[Saved data entries]
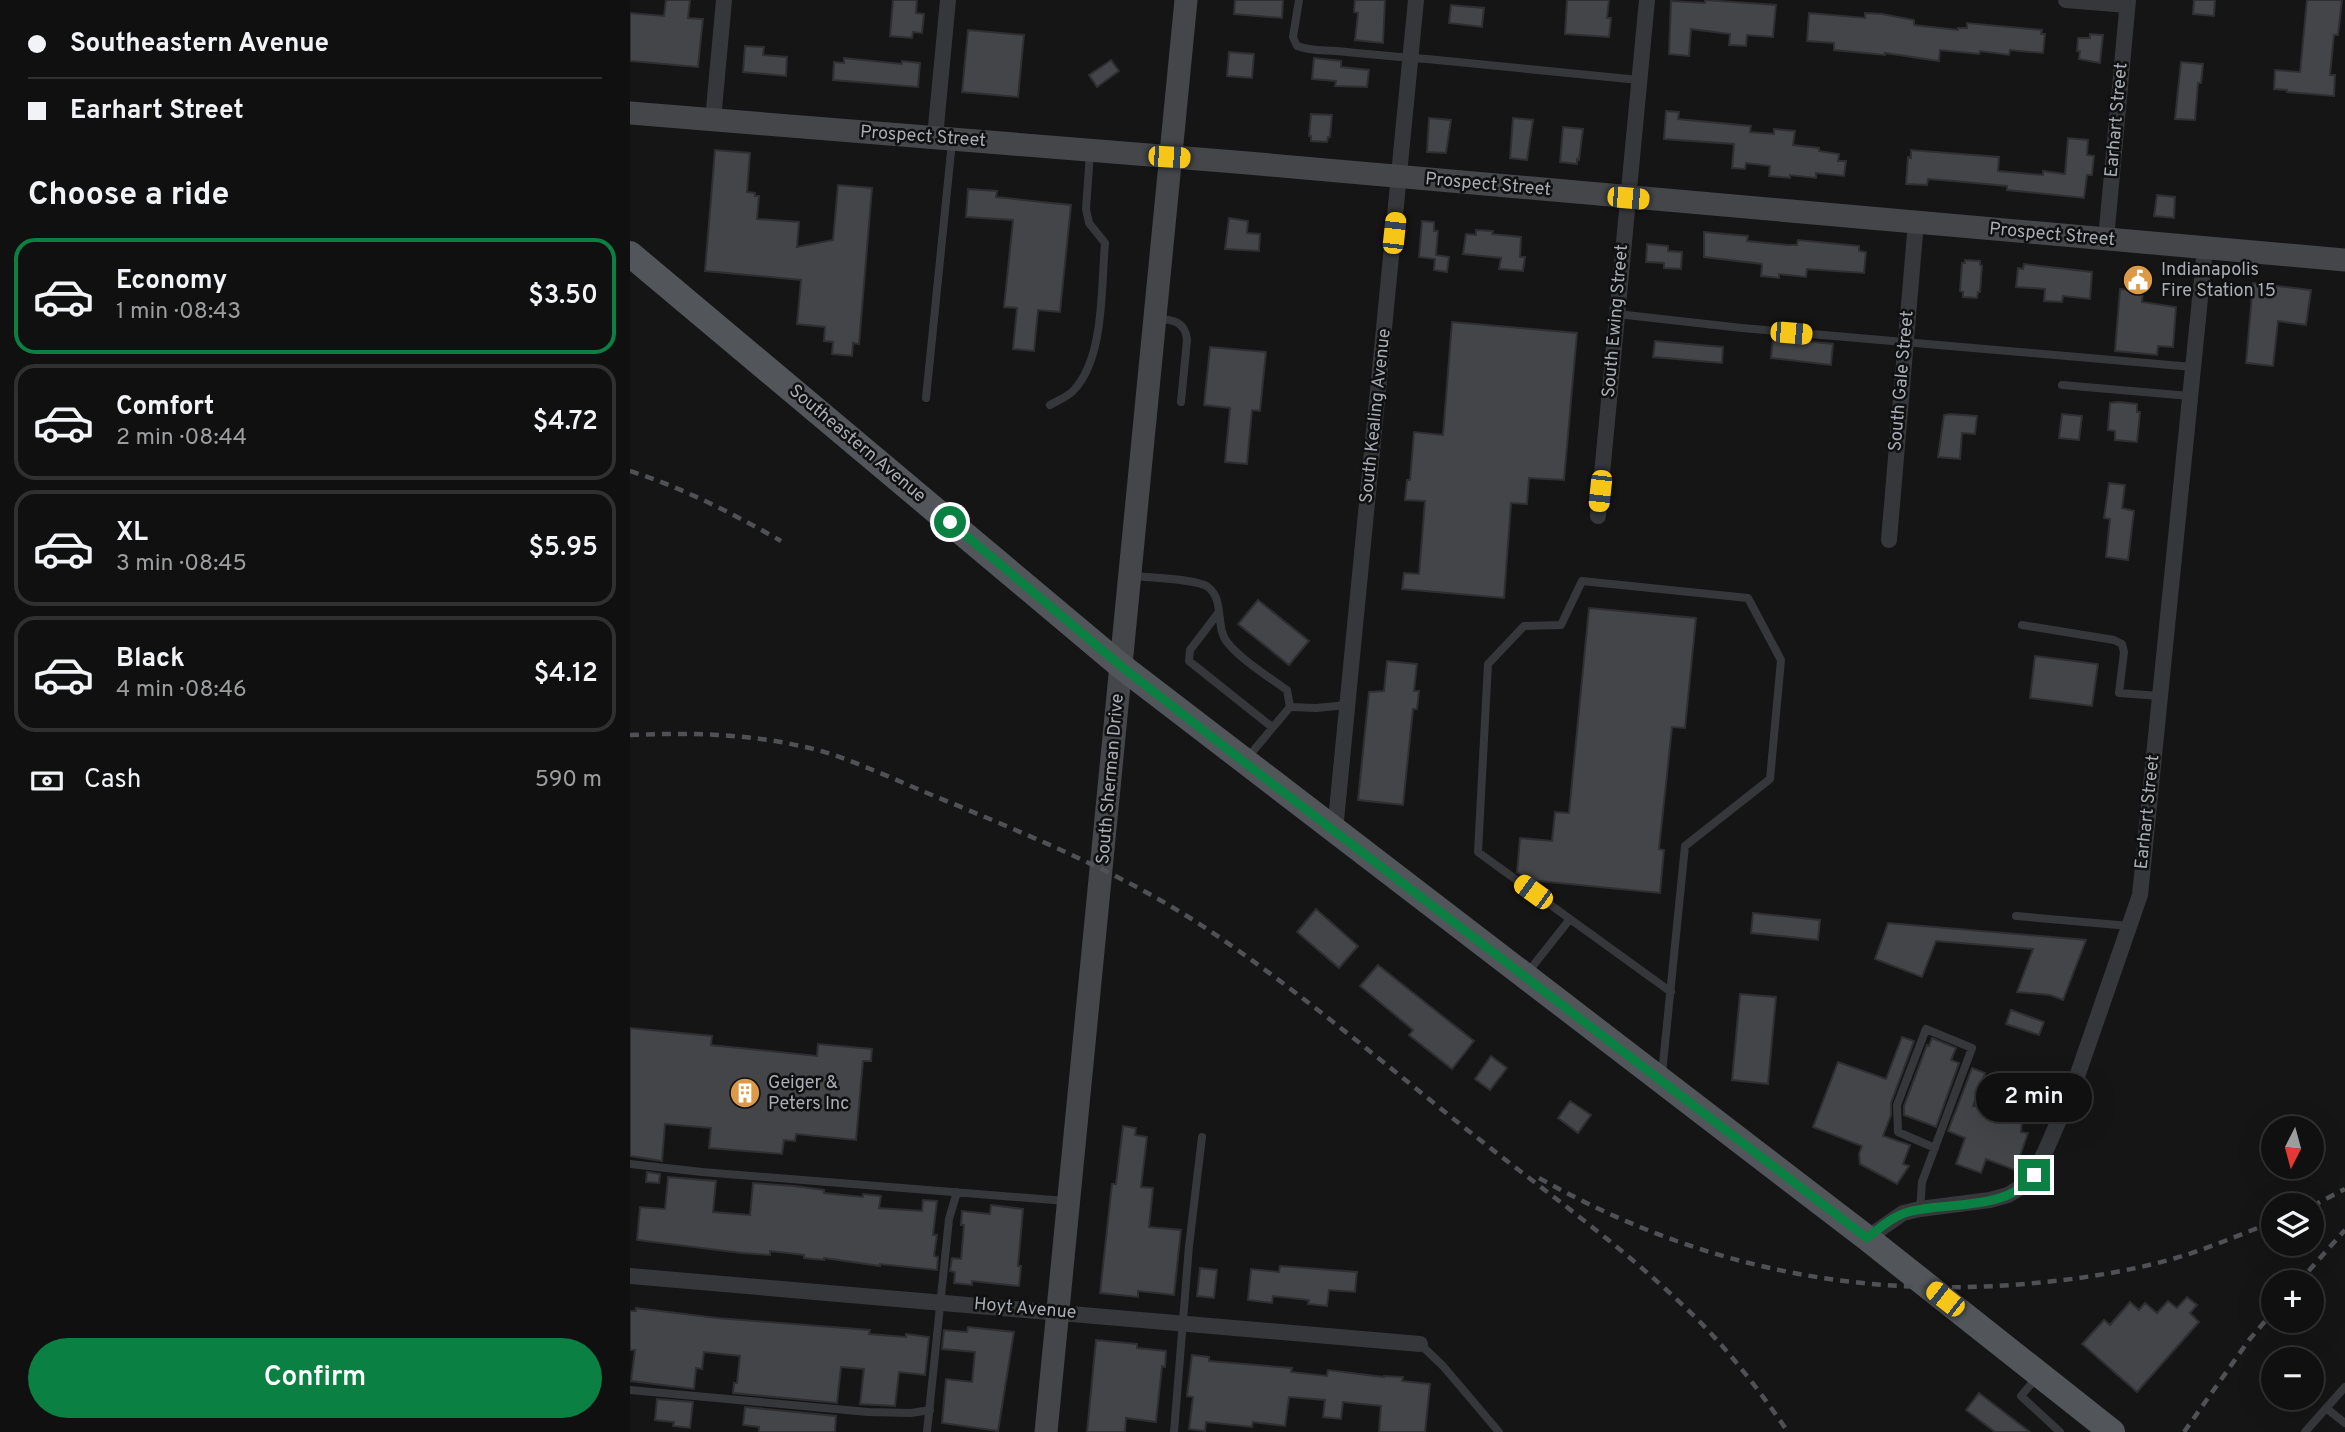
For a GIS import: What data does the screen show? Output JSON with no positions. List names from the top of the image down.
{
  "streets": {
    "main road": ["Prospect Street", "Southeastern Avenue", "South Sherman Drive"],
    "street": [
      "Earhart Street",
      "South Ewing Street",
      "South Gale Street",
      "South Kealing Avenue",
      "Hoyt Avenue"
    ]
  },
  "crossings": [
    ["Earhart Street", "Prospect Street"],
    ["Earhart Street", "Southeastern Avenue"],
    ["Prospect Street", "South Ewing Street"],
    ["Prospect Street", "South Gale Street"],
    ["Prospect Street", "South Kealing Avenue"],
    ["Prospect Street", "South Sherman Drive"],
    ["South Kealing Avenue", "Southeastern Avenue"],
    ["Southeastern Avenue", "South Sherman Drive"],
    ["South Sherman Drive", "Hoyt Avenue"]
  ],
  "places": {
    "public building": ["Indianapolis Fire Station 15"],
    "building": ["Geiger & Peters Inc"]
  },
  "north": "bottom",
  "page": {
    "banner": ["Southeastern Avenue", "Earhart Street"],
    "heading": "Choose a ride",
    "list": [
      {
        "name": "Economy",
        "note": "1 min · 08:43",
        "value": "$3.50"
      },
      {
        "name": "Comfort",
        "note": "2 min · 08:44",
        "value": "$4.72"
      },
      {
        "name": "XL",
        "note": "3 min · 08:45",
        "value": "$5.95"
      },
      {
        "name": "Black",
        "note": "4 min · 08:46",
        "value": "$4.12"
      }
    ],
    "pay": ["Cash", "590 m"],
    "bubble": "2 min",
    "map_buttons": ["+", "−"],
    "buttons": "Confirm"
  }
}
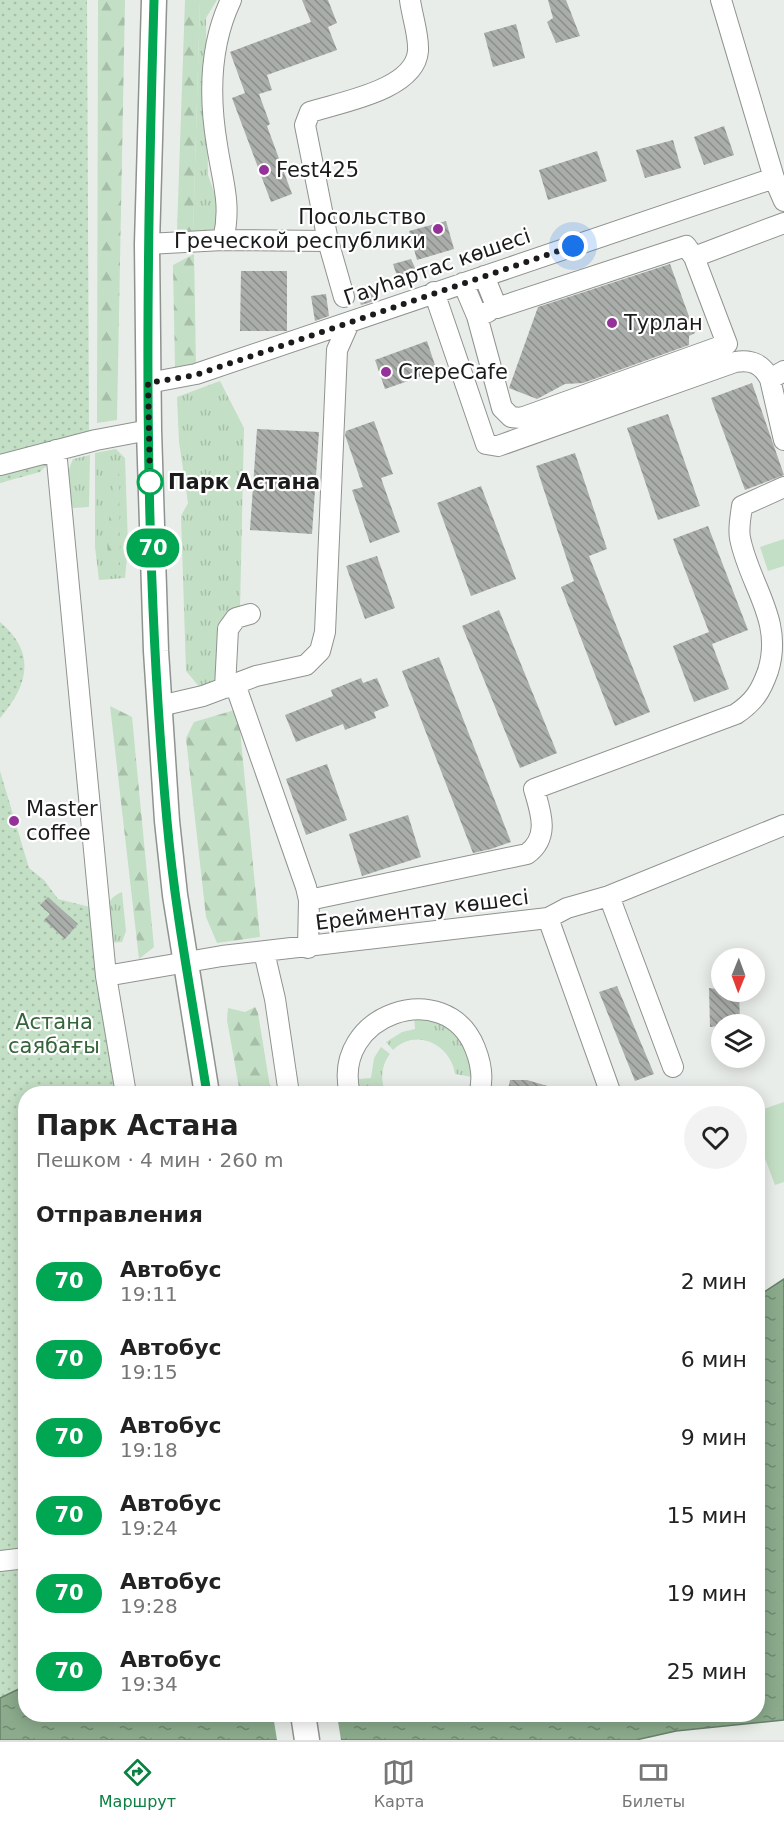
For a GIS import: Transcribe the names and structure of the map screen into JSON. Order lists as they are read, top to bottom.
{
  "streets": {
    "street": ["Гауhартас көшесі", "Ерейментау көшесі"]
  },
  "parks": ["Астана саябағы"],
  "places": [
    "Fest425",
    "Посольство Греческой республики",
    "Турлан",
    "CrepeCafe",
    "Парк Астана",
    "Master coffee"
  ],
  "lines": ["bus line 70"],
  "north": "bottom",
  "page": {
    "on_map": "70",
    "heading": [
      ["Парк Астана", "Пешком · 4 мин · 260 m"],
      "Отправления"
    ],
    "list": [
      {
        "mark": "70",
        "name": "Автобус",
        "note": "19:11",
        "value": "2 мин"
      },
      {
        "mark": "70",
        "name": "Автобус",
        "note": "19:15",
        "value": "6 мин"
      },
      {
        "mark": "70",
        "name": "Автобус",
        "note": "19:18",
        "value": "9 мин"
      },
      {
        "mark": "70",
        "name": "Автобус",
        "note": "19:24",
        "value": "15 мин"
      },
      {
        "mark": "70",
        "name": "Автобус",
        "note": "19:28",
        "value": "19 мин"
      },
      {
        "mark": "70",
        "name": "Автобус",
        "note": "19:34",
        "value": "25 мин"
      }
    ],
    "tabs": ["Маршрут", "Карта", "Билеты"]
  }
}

_What this task involves_
Filter the records above for "Hoyt" and copy every matching line.

_Answer section_
      "Hoyt Avenue"
    ["South Sherman Drive", "Hoyt Avenue"]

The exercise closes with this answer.